Intro by Ben Harrison
Painting little samurai figurines is imagery that is so central to the Friendly Fire mythos that I frankly think it is astonishing that we haven't gotten to today's film until now. Maybe we hadn't come up with enough of a justification for it being on one of our lists or maybe it wasn't the right time of year to fire this film up, whatever the reason was: I can't remember. That is the second thing they teach you! But while we reference things in this film on the show fairly constantly, we haven't gotten to it until now.

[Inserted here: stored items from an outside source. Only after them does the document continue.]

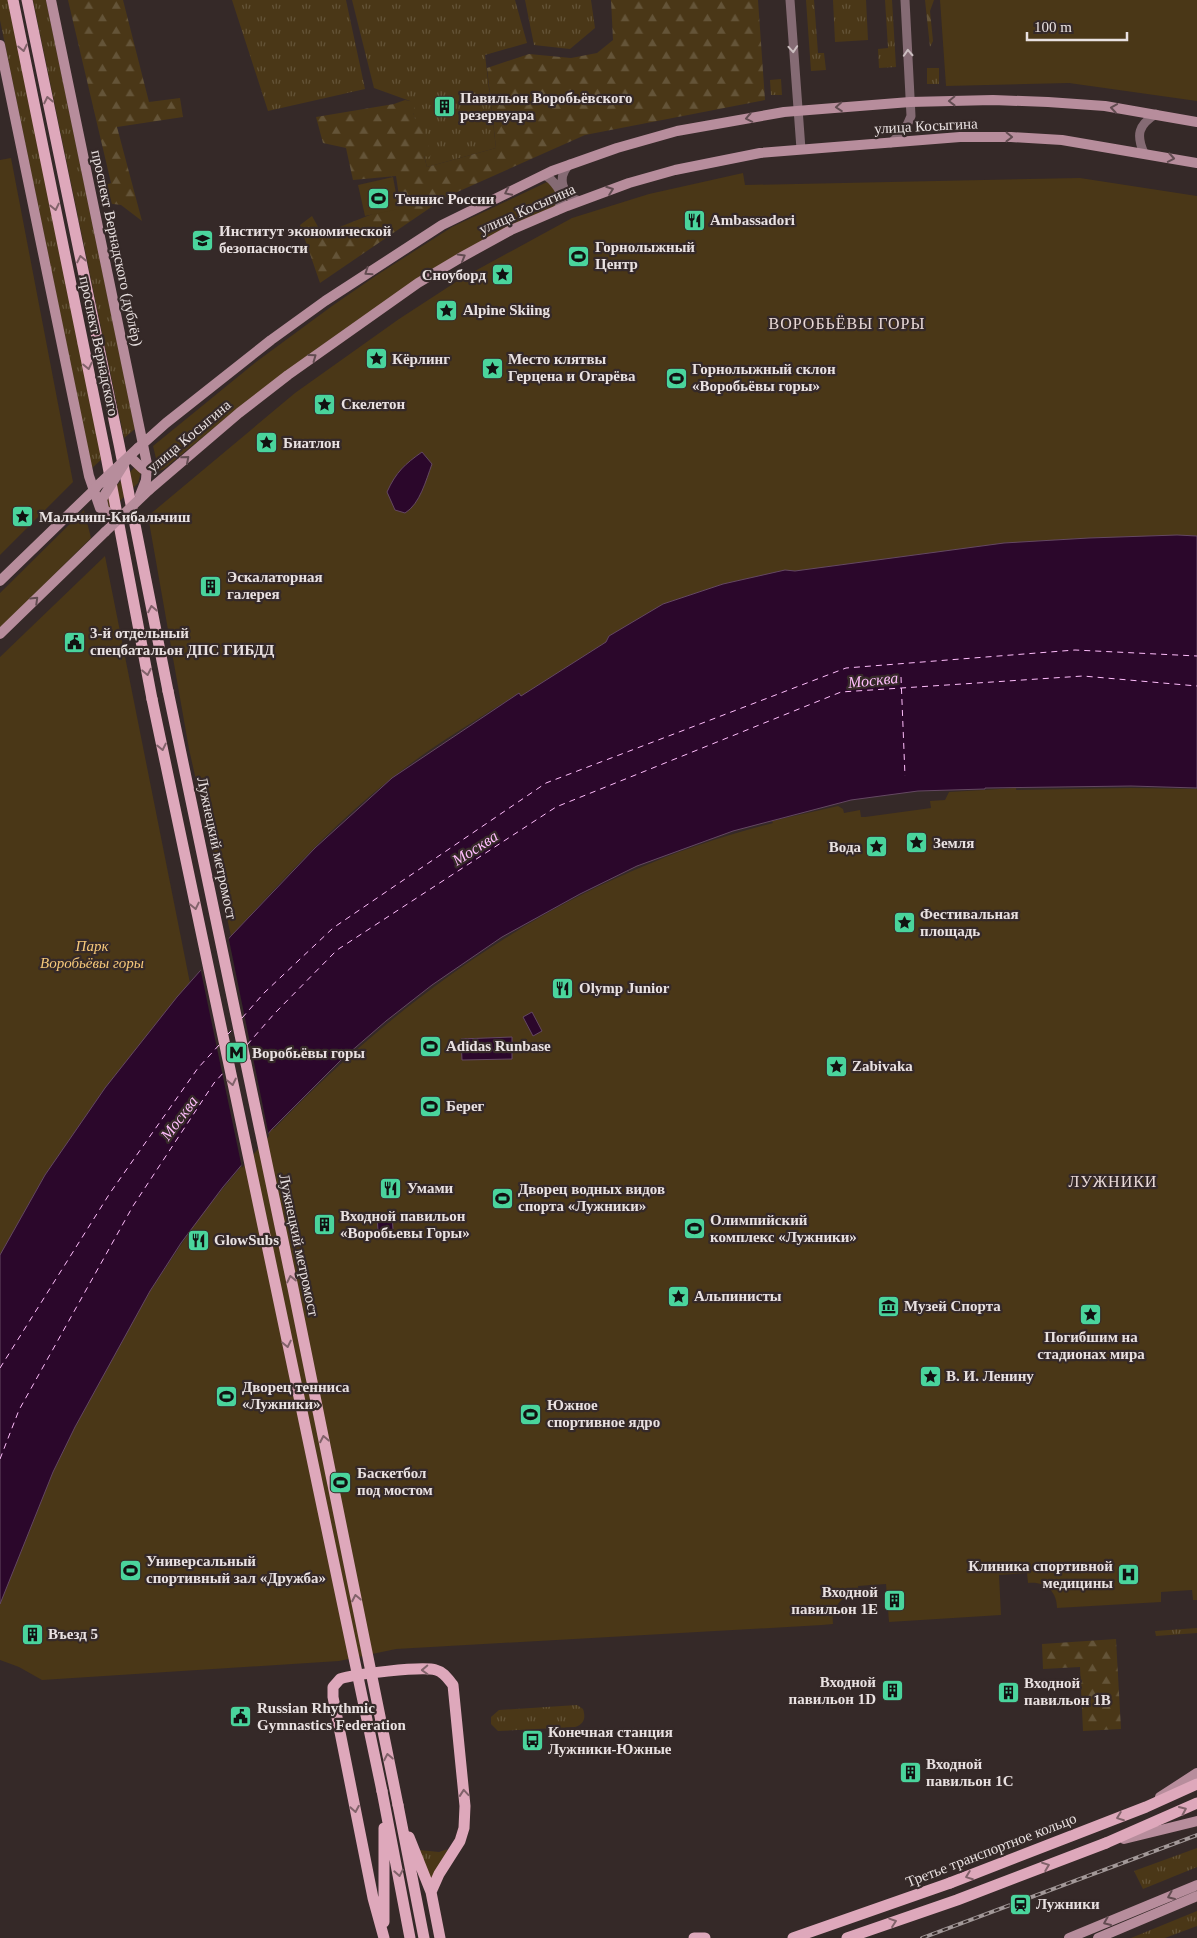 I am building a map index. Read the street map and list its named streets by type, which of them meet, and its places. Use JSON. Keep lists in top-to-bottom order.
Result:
{
  "streets": {
    "main road": [
      "улица Косыгина",
      "проспект Вернадского (дублёр)",
      "проспект Вернадского",
      "Лужнецкий метромост",
      "Третье транспортное кольцо"
    ]
  },
  "crossings": [
    ["улица Косыгина", "проспект Вернадского (дублёр)"],
    ["проспект Вернадского", "Лужнецкий метромост"]
  ],
  "one_way": ["Лужнецкий метромост"],
  "districts": ["ВОРОБЬЁВЫ ГОРЫ", "ЛУЖНИКИ"],
  "water": ["Москва"],
  "parks": ["Парк Воробьёвы горы"],
  "places": {
    "building": [
      "Павильон Воробьёвского резервуара",
      "Эскалаторная галерея",
      "Входной павильон «Воробьевы Горы»",
      "Входной павильон 1E",
      "Въезд 5",
      "Входной павильон 1D",
      "Входной павильон 1B",
      "Входной павильон 1C"
    ],
    "sports": [
      "Теннис России",
      "Горнолыжный Центр",
      "Горнолыжный склон «Воробьёвы горы»",
      "Adidas Runbase",
      "Берег",
      "Дворец водных видов спорта «Лужники»",
      "Олимпийский комплекс «Лужники»",
      "Дворец тенниса «Лужники»",
      "Южное спортивное ядро",
      "Баскетбол под мостом",
      "Универсальный спортивный зал «Дружба»"
    ],
    "restaurant": [
      "Ambassadori",
      "Olymp Junior",
      "Умами",
      "GlowSubs"
    ],
    "school or university": ["Институт экономической безопасности"],
    "place": [
      "Сноуборд",
      "Alpine Skiing",
      "Кёрлинг",
      "Место клятвы Герцена и Огарёва",
      "Скелетон",
      "Биатлон",
      "Мальчиш-Кибальчиш",
      "Земля",
      "Вода",
      "Фестивальная площадь",
      "Zabivaka",
      "Альпинисты",
      "Погибшим на стадионах мира",
      "В. И. Ленину"
    ],
    "public building": ["3-й отдельный спецбатальон ДПС ГИБДД", "Russian Rhythmic Gymnastics Federation"],
    "metro station": ["Воробьёвы горы"],
    "museum": ["Музей Спорта"],
    "hospital": ["Клиника спортивной медицины"],
    "bus stop": ["Конечная станция Лужники-Южные"],
    "station": ["Лужники"]
  },
  "scale_bar": "100 m"
}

The director John Frankenheimer is a past and future entrant in the Friendly Fire pantheon. His final film Path to War is already in the feed and he has got something like half a dozen more films on our agenda. He had an incredibly prolific career spanning almost five decades, but if he had just made today's film? Dang! What we have got for you today is a spy vs spy, Russian mob vs ultraviolent splinter faction of the Irish Republican Army, Paris vs Provence, Mercedes vs Citroën white knuckle thriller centered around an oversized briefcase handcuffed to a bad guy. This is the kind of film for which pork is chopped!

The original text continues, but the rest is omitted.